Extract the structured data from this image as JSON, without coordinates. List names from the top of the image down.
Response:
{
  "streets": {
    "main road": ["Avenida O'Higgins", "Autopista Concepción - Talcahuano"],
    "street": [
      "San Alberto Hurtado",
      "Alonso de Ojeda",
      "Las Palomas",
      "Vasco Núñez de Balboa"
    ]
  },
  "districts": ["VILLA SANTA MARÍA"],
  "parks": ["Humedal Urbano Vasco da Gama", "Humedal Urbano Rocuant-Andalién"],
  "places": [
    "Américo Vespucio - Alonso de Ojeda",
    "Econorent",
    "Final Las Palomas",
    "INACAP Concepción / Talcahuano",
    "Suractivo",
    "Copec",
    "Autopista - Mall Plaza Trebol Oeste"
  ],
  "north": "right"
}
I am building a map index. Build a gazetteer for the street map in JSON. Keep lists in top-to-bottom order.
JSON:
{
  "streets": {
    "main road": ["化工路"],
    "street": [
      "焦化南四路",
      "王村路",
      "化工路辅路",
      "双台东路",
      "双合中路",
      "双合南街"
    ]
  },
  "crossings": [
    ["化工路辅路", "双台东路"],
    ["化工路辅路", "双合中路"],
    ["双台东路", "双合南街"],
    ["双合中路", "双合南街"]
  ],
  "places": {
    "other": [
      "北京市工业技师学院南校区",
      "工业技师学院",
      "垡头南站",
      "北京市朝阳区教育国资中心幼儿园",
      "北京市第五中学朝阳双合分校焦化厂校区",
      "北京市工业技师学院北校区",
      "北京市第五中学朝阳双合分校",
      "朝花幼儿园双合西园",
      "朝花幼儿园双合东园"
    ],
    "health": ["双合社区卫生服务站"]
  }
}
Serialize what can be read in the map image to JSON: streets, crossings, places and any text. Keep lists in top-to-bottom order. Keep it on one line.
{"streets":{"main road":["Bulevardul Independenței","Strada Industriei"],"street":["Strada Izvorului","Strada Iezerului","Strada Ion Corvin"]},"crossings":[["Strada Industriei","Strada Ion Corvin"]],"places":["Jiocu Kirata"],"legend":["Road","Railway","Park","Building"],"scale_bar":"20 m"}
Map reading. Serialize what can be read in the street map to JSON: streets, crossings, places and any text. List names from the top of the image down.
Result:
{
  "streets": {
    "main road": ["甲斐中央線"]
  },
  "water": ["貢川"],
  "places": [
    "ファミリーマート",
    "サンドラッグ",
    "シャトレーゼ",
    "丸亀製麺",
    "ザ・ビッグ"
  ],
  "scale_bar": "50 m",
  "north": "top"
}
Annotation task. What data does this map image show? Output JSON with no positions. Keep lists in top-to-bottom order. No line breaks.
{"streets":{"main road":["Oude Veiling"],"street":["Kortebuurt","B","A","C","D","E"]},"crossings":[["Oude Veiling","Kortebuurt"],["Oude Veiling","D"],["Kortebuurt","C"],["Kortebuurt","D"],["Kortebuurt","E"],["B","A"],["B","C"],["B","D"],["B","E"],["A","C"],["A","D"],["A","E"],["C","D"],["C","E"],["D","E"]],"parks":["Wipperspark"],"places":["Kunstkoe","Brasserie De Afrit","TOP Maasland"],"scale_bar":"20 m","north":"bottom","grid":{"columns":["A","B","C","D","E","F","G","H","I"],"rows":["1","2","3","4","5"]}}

[To do]
Where the string "down" occurs in a line of the listing, copy the line.

[Solved problem]
Extract the structured data from this image as JSON, without coordinates. List names from the top of the image down.
Map reading. Serialize what can be read in the street map to JSON: streets, crossings, places and any text. List names from the top of the image down.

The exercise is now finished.